Aaron Eisenberg, the political director at United Auto Workers Region 9A, told amNewYork that he hopes the agreements at Bronx Defenders and NYLAG will encourage other legal aid providers to meet demands and avoid a mass strike. Various union chapters within the Association of Legal Advocates and Attorneys-UAW are in active bargaining with management and have threatened to strike. A mass public interest attorney strike could take about 2,000 lawyers out of court, about 1,100 of whom work at the Legal Aid Society, where unionized employees have set a Friday deadline for a contract before walking out.
“It’s a good week,” Eisenberg said. “So far, we’ve gone from 758 workers on strike down to 250 workers on strike. It could go up to 1,450, but it’s getting our members good contracts right now.”
About 400 workers in legal services started striking July 15 at Goddard Riverside Law Project, Urban Justice Center, CAMBA, and New York Legal Assistance Group. The Bronx Defenders union joined the strike Friday before agreeing on Sunday.
Though New York City’s public defenders are far more unionized than they were in 1994 — when then-Mayor Rudy Giuliani hired private lawyers to cover the work of lawyers on strike — the city still contracts with 500 private attorneys that can fill in for lawyers on strike. Workloads across the city would likely also be partly assumed by management while employees walked the picket line.
“Trying to have managers cover five different things in areas outside of their expertise, trying to have other staff try to cover, to fill in, is not a good situation,” Eisenberg said. “It’s leaving New Yorkers without the representation they need. That’s the expertise that our members bring on a day-to-day basis.”
Legal Aid’s union is returning to the table with management Tuesday afternoon in hopes to strike an agreement that will avoid a strike. Eisenberg said that across all chapters at the start of bargaining, unions were demanding a base salary of $70,000 in negotiations. With the union and management at Bronx Defenders agreeing on a base salary of $68,500 for all employees, Eisenberg hopes other providers will feel the pressure to meet the union chapters closer to where they are at.

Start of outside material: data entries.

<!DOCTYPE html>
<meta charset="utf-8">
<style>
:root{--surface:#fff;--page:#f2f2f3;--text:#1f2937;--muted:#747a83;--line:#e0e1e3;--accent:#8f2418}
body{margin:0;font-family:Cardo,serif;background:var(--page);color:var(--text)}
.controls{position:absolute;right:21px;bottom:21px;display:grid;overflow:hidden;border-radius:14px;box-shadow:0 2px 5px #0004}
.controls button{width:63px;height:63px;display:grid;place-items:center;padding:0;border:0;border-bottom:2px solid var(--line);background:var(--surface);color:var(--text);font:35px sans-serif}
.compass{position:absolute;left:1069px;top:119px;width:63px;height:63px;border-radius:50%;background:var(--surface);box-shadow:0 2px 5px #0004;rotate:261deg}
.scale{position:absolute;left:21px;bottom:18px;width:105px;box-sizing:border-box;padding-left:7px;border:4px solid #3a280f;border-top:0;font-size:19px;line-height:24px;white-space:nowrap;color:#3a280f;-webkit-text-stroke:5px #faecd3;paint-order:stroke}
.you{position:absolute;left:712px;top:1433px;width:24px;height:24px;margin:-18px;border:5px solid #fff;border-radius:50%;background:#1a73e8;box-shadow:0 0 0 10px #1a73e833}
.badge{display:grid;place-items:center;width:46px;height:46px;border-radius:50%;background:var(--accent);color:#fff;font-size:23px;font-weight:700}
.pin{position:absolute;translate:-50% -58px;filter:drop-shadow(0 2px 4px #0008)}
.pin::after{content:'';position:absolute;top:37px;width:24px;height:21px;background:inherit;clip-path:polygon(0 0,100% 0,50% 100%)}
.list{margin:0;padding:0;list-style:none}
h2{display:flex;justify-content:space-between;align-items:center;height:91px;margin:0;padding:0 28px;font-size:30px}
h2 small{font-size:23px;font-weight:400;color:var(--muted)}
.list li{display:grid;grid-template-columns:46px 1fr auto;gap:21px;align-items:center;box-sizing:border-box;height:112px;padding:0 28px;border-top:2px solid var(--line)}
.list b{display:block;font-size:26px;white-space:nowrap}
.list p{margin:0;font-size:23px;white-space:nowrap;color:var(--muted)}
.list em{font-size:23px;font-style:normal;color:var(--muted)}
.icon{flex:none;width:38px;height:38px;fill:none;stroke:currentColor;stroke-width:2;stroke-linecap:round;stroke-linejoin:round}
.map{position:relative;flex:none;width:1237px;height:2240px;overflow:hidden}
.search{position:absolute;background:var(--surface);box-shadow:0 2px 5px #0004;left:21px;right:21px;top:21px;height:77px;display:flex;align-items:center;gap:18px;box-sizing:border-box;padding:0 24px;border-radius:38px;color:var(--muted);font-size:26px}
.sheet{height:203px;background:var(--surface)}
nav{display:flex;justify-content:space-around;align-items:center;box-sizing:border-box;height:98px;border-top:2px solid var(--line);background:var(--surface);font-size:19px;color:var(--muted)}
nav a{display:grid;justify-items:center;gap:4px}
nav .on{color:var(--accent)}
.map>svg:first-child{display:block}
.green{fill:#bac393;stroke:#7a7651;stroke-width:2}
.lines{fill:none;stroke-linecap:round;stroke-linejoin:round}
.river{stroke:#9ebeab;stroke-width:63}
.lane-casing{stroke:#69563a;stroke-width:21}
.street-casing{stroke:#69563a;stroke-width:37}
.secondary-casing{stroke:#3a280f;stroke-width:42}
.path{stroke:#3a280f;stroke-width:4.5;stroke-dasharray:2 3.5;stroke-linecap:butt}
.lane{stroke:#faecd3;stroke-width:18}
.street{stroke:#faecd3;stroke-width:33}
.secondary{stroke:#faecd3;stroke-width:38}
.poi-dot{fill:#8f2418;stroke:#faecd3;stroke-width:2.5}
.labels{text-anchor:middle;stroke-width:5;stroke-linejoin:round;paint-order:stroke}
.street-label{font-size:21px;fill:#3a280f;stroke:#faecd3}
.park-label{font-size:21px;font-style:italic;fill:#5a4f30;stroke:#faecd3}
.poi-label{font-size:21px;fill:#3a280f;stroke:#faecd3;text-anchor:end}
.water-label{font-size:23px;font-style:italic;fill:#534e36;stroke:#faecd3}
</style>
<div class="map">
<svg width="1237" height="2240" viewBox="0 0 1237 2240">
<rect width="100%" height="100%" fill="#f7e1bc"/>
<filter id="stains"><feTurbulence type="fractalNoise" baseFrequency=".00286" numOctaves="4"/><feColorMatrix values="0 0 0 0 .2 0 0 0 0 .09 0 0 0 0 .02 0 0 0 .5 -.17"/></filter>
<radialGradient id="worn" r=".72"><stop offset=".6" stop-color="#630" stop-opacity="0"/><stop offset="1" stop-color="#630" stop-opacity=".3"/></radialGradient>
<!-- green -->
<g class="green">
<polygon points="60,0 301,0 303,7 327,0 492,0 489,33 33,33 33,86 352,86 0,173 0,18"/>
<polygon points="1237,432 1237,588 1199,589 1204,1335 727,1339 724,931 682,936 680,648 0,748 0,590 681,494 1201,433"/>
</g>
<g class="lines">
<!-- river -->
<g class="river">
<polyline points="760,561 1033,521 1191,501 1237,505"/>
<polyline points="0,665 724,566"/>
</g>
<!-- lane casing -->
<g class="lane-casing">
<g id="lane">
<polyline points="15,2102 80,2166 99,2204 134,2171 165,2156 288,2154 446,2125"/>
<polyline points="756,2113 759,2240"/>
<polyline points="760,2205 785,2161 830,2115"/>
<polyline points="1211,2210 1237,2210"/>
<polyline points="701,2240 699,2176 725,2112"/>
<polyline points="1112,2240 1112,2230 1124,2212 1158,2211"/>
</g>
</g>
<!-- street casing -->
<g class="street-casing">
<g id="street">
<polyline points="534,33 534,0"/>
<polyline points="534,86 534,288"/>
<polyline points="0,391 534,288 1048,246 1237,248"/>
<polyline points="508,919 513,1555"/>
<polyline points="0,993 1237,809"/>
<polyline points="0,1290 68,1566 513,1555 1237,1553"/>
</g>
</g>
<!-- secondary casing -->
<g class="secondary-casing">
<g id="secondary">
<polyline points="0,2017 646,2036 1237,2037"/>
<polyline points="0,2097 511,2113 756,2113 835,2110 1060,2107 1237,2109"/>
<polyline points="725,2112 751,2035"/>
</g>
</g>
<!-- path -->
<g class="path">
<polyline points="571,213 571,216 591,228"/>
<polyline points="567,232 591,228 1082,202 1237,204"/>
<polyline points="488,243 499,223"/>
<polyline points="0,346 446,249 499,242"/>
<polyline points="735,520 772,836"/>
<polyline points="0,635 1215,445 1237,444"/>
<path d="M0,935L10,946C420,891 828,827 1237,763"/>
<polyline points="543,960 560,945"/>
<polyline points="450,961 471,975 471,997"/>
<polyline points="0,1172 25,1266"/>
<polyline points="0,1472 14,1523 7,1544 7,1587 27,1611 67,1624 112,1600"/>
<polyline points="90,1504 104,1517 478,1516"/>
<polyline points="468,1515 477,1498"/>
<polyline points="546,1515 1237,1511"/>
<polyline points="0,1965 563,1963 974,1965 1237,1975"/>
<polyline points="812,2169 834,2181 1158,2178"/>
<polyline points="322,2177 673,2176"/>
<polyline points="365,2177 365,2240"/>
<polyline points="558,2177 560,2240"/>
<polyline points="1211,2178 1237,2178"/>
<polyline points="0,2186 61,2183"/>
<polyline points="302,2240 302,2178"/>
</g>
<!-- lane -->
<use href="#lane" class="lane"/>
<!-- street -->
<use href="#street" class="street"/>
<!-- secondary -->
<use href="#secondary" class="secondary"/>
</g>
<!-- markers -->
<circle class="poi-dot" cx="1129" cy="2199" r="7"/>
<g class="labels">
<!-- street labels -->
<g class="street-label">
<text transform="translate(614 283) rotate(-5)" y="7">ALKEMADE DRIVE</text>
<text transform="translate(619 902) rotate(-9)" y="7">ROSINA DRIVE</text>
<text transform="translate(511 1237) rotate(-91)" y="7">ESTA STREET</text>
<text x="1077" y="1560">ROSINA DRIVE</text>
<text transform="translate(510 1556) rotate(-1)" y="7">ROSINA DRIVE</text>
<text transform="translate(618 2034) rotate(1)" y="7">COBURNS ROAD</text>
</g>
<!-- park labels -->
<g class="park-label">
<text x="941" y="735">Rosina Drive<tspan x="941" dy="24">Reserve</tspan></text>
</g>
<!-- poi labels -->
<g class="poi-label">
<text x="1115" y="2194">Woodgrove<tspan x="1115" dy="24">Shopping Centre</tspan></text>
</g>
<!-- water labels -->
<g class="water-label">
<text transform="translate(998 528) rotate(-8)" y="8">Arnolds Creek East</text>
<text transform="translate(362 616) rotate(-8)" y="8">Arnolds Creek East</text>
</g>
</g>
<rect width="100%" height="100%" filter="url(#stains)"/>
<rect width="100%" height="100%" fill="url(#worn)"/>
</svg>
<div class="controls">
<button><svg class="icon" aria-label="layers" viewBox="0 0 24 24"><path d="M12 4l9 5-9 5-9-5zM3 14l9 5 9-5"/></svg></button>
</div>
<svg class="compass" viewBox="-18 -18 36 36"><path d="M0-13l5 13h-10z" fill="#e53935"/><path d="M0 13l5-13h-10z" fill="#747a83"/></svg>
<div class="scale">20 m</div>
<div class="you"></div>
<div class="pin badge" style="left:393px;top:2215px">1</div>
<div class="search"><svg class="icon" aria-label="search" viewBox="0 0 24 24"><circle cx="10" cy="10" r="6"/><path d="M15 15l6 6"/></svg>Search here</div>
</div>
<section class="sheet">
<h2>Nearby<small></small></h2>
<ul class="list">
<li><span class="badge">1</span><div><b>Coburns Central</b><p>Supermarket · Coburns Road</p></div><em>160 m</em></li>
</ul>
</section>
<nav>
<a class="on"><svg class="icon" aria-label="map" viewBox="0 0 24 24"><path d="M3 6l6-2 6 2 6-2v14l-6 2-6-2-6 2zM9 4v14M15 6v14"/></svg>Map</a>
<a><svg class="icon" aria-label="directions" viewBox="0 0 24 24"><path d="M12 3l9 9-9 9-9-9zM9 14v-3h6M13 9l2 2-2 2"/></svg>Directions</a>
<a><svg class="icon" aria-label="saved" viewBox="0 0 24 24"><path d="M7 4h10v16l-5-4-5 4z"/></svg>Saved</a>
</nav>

In a statement to amNewYork, Legal Aid CEO and Attorney in Chief Twyla Carter wrote that managers “continue to bargain in good faith with ALAA and have made meaningful progress at the table.”
“Negotiations will continue tonight, and our goal remains the same: to reach a fair agreement that recognizes the vital contributions of our staff attorneys and strengthens the long-term sustainability of a career at Legal Aid,” Carter wrote.
Both Legal Aid and the union have repeatedly called on the city to provide more funding to nonprofits, which are largely funded publicly and contract with the government. Though the most recent city budget added $20 million for legal services, providers worry the addition is insufficient to cover the wages employees are asking for.